Pfizer on Tuesday asked the U.S. to authorize extra-low doses of its COVID-19 vaccine for children under 5, potentially opening the way for the very youngest Americans to start receiving shots as early as March.
In an extraordinary move, the Food and Drug Administration had urged Pfizer and its partner BioNTech to apply earlier than the companies had planned.
The nation's 19 million children under 5 are the only group not yet eligible for vaccination against the coronavirus. Many parents have been pushing for an expansion of shots to toddlers and preschoolers, especially as the omicron wave sent record numbers of youngsters to the hospital.

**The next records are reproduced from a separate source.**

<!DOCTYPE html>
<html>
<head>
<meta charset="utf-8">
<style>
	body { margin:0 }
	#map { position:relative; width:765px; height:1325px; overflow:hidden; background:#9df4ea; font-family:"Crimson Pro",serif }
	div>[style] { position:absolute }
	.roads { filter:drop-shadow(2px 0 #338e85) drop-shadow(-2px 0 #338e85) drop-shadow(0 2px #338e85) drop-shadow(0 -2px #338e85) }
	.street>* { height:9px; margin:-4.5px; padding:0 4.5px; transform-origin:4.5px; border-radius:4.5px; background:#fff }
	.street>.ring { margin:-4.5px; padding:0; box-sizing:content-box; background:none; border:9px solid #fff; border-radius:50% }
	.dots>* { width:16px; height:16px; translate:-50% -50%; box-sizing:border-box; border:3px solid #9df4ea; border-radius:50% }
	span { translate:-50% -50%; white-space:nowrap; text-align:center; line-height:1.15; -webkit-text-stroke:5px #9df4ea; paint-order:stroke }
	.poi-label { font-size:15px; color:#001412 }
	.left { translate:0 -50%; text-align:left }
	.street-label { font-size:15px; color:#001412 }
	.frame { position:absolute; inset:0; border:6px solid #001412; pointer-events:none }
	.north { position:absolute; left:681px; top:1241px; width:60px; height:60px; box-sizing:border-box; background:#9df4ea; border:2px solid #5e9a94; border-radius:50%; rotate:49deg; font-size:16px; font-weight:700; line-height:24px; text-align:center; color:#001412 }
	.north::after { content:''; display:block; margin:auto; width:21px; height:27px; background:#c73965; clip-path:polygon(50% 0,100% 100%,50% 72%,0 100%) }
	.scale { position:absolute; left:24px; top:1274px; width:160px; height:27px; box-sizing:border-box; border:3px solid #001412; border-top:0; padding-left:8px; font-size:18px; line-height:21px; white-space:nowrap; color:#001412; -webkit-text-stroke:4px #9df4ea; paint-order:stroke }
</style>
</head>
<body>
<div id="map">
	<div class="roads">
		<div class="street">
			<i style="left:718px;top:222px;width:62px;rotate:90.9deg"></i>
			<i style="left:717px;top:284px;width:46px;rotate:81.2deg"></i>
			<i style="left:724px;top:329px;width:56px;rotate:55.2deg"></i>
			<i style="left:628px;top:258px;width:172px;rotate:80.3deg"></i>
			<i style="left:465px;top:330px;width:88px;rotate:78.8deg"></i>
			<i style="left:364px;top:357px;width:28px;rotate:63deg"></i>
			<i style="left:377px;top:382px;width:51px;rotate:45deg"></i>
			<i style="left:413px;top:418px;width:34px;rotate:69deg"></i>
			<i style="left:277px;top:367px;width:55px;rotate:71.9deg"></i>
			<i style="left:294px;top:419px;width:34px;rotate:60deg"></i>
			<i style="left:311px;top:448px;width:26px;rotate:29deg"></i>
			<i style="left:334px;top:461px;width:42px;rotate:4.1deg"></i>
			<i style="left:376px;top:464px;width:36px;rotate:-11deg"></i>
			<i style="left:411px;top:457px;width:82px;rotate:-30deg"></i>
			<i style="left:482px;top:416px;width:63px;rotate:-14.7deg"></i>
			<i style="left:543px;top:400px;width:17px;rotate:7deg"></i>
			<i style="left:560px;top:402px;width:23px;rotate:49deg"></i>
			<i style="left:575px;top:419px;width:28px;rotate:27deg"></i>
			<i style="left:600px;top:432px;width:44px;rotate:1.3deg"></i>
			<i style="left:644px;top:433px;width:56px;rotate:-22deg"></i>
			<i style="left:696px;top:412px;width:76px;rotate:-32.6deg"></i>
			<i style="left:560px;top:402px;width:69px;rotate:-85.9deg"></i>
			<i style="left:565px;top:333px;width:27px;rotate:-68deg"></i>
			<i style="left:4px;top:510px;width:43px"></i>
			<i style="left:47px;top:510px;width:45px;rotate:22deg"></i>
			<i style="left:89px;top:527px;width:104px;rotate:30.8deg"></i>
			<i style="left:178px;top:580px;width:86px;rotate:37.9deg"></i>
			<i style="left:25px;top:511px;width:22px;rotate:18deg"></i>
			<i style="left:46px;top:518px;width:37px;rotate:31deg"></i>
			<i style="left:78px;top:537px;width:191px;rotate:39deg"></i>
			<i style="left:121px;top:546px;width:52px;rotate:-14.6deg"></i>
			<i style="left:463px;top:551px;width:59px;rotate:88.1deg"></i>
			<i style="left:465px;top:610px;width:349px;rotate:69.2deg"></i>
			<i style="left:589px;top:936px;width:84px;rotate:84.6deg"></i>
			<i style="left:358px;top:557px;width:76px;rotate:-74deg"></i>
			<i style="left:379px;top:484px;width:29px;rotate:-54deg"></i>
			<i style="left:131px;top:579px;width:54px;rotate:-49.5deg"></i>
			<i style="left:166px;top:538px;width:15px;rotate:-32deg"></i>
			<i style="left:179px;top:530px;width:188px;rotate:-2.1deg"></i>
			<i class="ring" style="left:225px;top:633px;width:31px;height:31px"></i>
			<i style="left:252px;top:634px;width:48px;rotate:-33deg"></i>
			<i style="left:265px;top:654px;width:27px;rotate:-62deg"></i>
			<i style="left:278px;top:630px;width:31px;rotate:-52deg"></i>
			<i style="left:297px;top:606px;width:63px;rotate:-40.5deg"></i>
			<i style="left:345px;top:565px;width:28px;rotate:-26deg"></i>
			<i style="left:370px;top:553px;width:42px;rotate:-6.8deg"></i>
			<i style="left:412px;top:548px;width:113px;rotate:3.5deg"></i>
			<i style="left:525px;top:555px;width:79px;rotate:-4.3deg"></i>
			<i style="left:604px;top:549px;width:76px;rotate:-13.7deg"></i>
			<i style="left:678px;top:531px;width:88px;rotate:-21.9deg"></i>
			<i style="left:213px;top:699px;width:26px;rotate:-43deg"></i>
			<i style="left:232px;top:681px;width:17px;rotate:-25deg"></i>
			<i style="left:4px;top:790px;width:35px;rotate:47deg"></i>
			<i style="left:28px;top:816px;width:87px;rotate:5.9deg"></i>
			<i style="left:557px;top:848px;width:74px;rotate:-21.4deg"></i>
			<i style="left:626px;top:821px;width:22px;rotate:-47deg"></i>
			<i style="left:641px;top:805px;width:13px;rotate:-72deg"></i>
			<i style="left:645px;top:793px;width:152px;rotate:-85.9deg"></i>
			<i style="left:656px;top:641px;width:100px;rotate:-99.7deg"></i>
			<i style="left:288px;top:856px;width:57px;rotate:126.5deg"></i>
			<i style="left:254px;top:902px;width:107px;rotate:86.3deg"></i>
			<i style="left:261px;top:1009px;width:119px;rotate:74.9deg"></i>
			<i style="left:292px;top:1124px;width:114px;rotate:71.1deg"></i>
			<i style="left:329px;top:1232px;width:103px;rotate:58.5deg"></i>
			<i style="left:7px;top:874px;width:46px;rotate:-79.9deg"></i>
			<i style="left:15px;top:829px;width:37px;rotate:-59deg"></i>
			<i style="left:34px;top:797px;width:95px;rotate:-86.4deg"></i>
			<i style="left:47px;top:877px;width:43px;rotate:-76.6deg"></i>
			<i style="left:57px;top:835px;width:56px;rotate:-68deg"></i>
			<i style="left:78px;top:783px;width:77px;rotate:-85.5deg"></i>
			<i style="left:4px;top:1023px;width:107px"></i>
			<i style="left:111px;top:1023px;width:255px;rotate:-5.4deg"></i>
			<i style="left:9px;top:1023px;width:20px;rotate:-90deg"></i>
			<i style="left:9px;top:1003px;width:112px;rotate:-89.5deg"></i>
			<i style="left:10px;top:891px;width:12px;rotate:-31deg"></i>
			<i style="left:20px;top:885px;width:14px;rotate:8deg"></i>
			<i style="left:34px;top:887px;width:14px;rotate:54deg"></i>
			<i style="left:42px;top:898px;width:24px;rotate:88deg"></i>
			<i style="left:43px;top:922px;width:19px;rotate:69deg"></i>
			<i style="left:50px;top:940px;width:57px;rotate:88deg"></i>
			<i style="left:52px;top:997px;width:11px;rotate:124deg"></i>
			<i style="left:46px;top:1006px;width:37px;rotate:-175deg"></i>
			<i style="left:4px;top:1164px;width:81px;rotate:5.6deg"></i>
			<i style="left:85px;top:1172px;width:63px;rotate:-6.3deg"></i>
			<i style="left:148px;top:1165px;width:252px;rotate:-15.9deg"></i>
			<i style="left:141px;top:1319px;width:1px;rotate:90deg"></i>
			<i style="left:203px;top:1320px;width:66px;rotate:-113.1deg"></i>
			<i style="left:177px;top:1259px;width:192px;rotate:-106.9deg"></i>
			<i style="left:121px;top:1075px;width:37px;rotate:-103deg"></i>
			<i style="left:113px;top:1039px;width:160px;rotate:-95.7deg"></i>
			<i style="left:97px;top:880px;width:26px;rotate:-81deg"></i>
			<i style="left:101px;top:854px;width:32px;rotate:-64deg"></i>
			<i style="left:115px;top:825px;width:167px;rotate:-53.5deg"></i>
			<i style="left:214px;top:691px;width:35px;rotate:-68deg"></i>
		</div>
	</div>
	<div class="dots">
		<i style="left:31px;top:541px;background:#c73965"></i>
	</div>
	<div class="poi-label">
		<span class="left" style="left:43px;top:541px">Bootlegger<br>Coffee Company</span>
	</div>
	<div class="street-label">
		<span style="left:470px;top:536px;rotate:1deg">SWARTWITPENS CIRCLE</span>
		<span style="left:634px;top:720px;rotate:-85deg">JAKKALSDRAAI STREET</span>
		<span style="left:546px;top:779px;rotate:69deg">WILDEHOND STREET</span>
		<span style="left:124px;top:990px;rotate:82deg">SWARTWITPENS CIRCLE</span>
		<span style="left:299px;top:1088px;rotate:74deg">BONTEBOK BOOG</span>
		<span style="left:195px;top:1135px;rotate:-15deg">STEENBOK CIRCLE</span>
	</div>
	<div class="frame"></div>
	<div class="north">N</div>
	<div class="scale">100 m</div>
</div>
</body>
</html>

If the FDA agrees, Pfizer shots containing just one-tenth of the dose given to adults could be dispensed to children as young as 6 months. Pfizer said Tuesday it had started submitting its data to the FDA and expects to complete the process in a few days.
An open question is how many shots those youngsters will need. Pfizer is testing three shots after two of the extra-low doses turned out to be strong enough for babies but not for preschoolers, and the final data from the study isn't expected until late March.
That means the FDA may consider whether to authorize two shots for now, with potentially a third shot being cleared later if the study supports it.
The FDA said Tuesday it will convene a panel of independent researchers and physicians in mid-February to help review the Pfizer data. The agency isn't required to follow the panelists' advice but their input is a key step in publicly vetting vaccine safety and effectiveness.